··· Input records ···
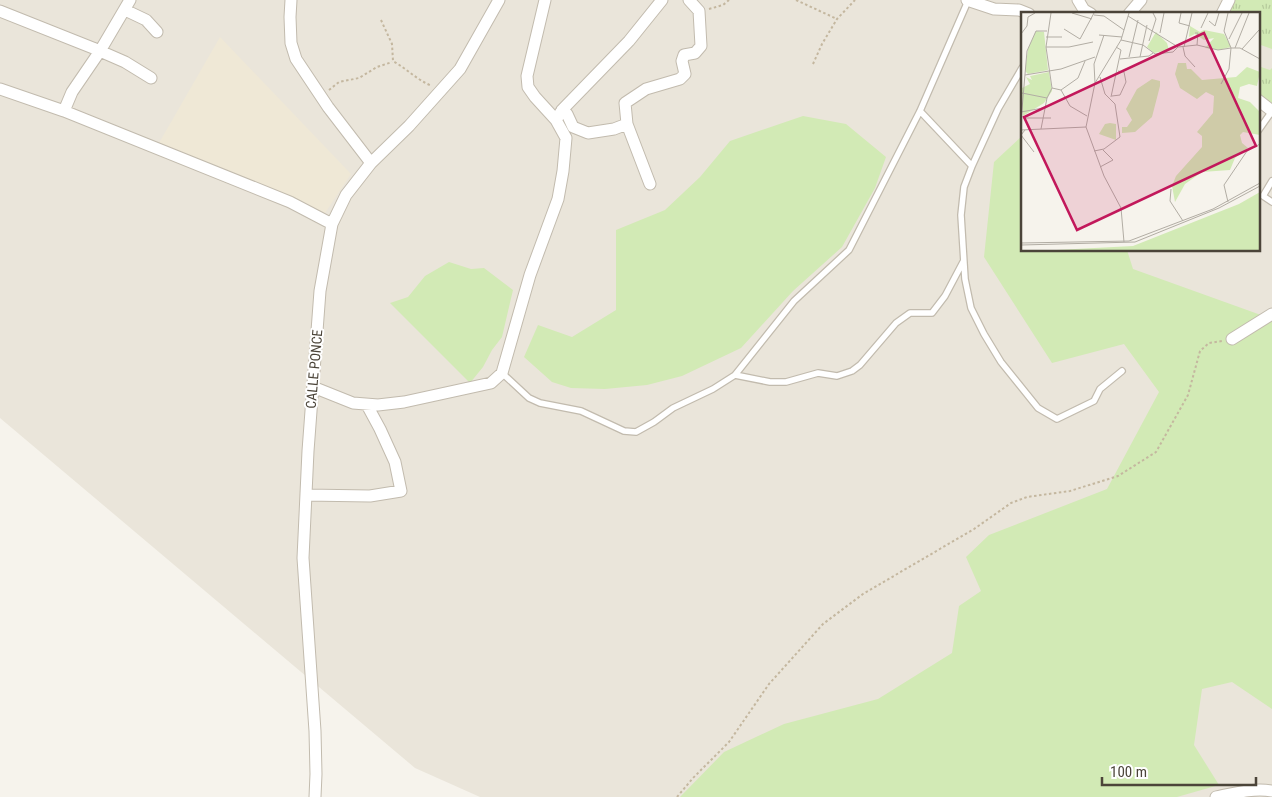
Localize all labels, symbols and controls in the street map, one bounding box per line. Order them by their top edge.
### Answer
inset map [1021,12,1260,251]
street label: CALLE PONCE [303,329,325,409]
scale bar [1102,754,1256,786]
text: 100 m [1110,763,1147,781]

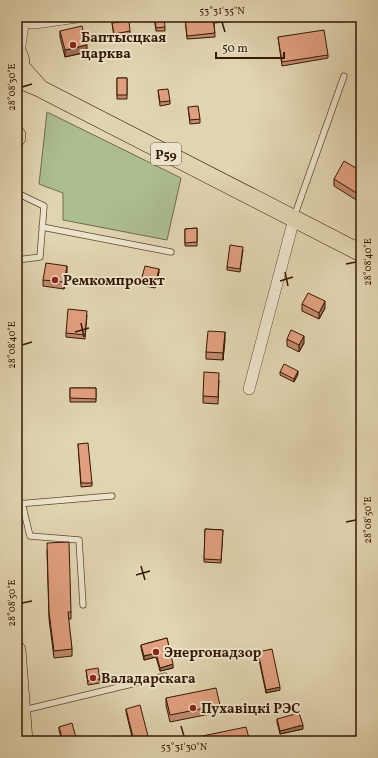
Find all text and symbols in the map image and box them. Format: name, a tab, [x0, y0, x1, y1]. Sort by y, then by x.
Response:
text: 53°31'35"N	[199, 4, 245, 18]
place label: Баптысцкая царква	[81, 29, 166, 64]
scale bar	[216, 34, 284, 60]
marker: Баптысцкая царква	[68, 40, 78, 50]
text: 50 m	[222, 41, 248, 57]
text: 28°08'30"E	[5, 63, 19, 111]
road number: Р59	[151, 143, 181, 165]
text: 28°08'40"E	[361, 238, 375, 286]
place label: Ремкомпроект	[63, 272, 165, 291]
marker: Ремкомпроект	[50, 275, 60, 285]
text: 28°08'40"E	[5, 321, 19, 369]
text: 28°08'50"E	[361, 497, 375, 543]
text: 28°08'50"E	[5, 580, 19, 626]
place label: Энергонадзор	[164, 644, 262, 663]
marker: Энергонадзор	[151, 647, 161, 657]
place label: Валадарскага	[101, 670, 196, 689]
marker: Валадарскага	[88, 673, 98, 683]
place label: Пухавіцкі РЭС	[201, 700, 300, 719]
marker: Пухавіцкі РЭС	[188, 703, 198, 713]
text: 53°31'30"N	[161, 740, 208, 754]

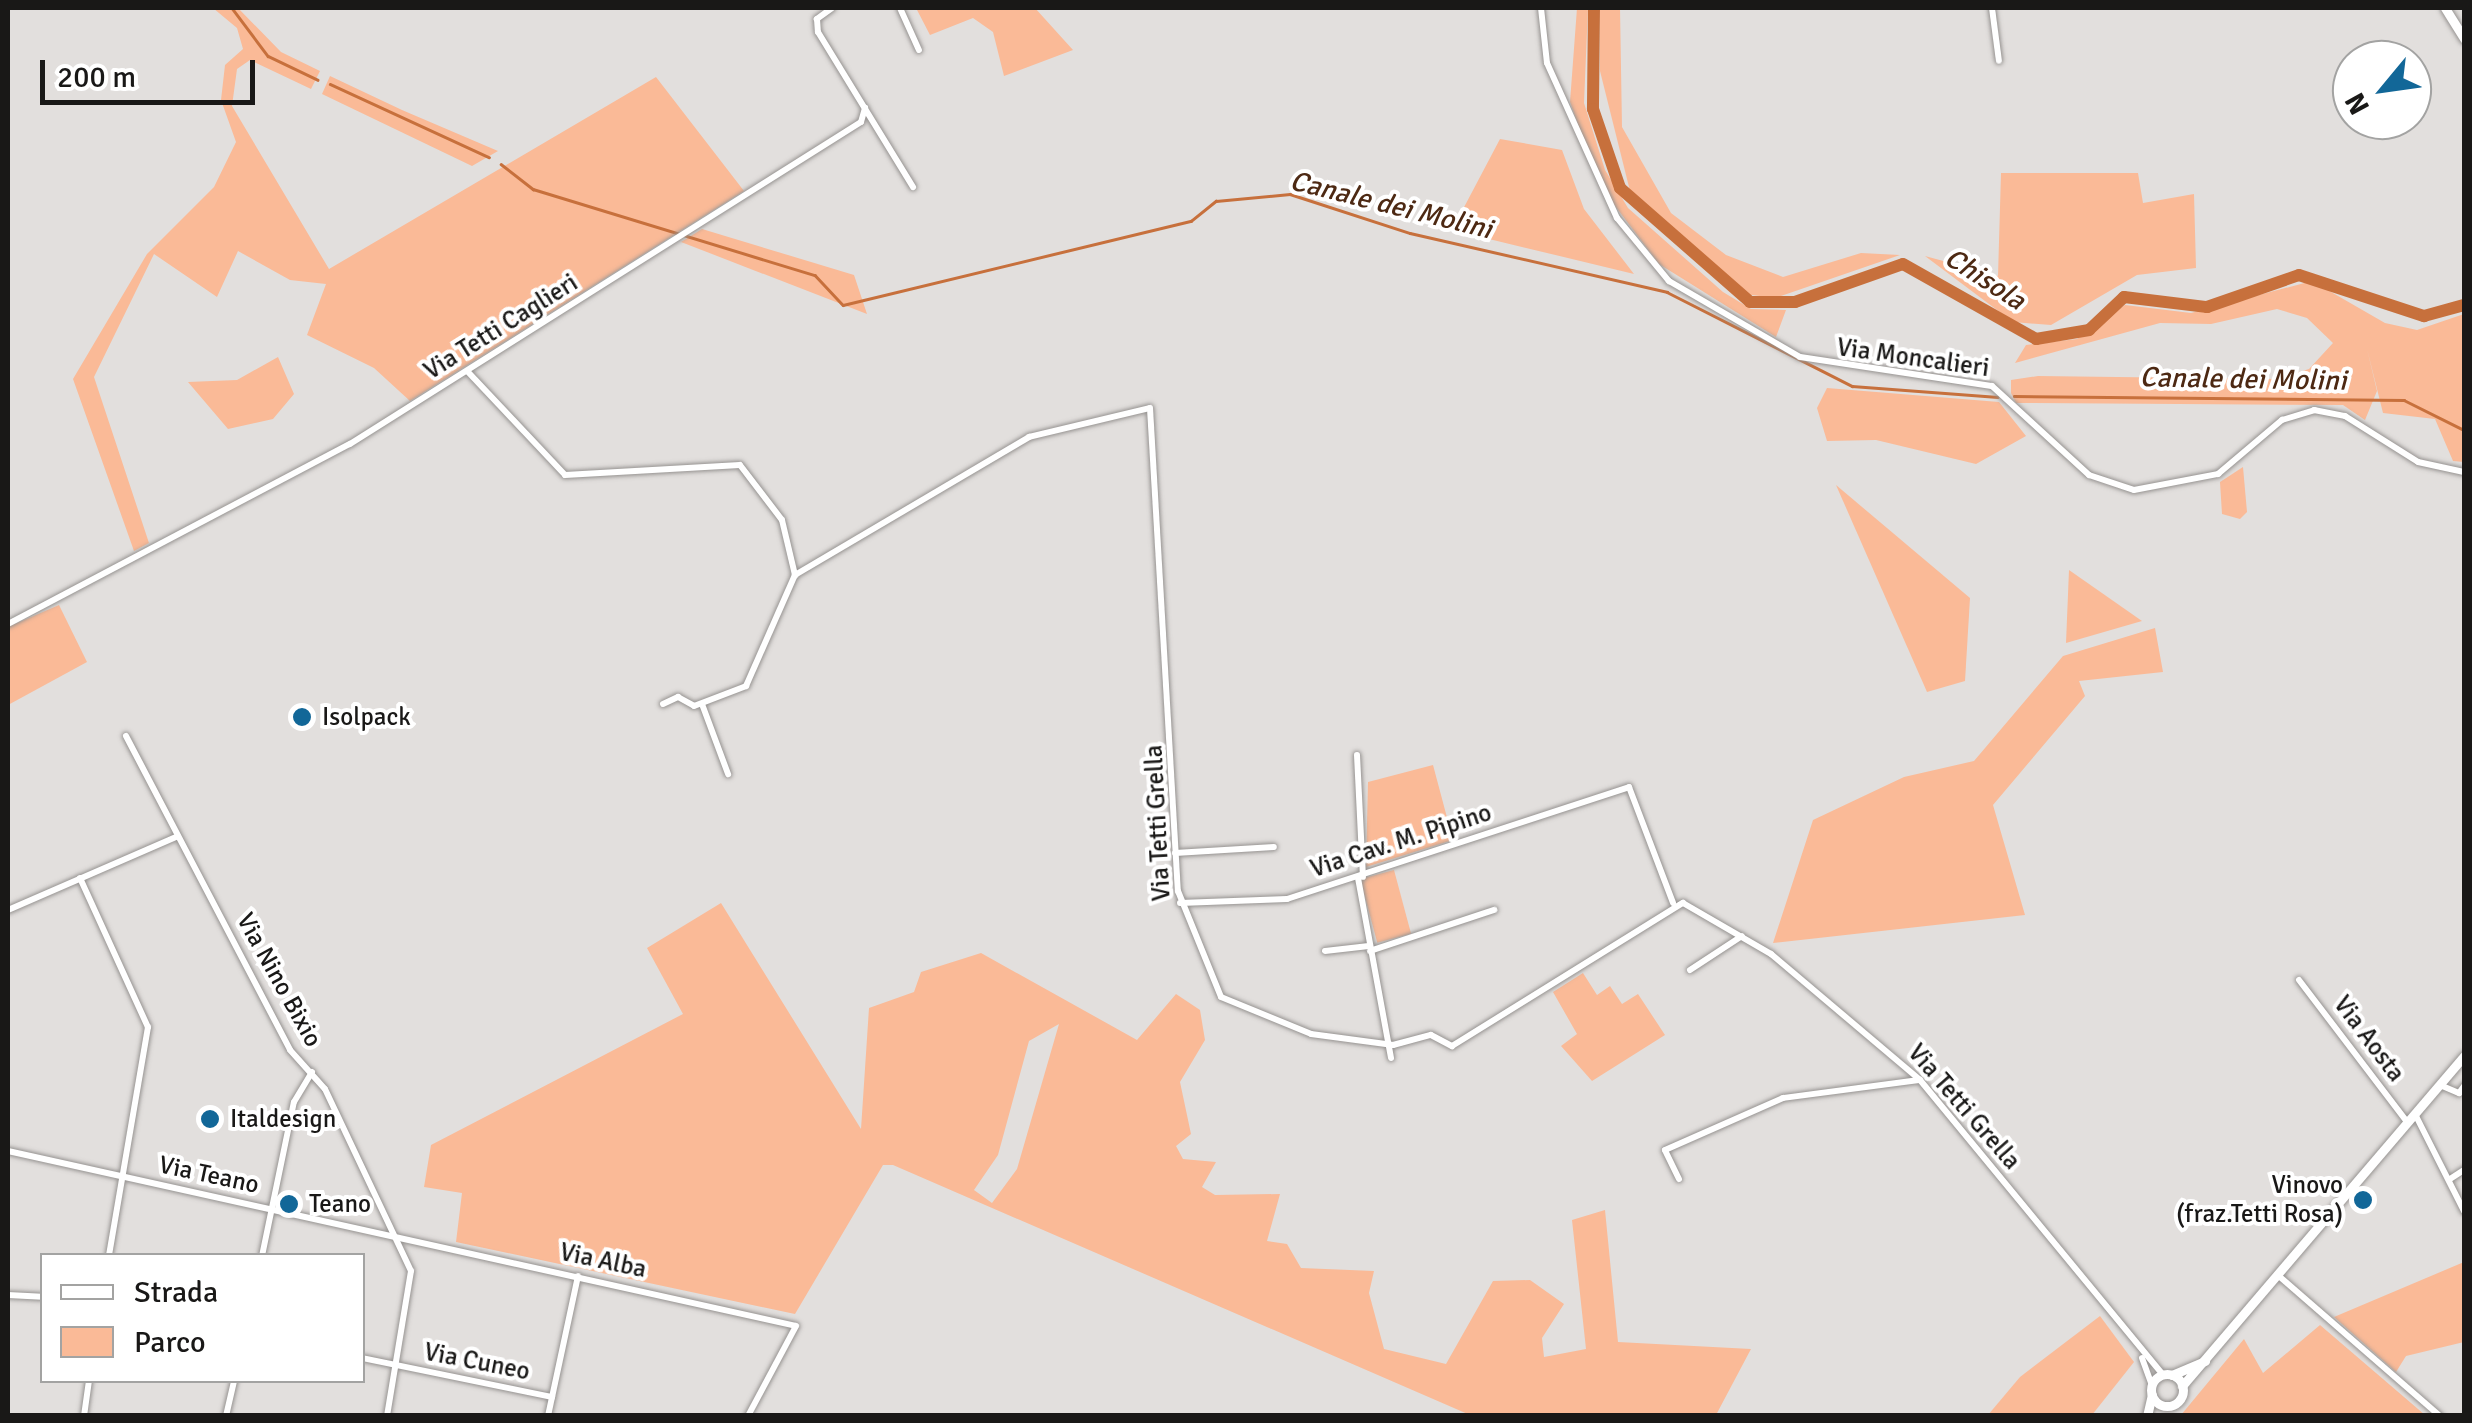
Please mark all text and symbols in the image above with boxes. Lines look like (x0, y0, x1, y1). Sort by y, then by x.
···
→ Action item: Across all the records above, find each line with "image" in it and copy it.

→ Response to the exercise:
Find all text and symbols in the map image and box them. Format: name, a tab, [x0, y0, x1, y1]. Sort by y, then by x.
Please mark all text and symbols in the image above with boxes. Lines look like (x0, y0, x1, y1). Sort by y, then by x.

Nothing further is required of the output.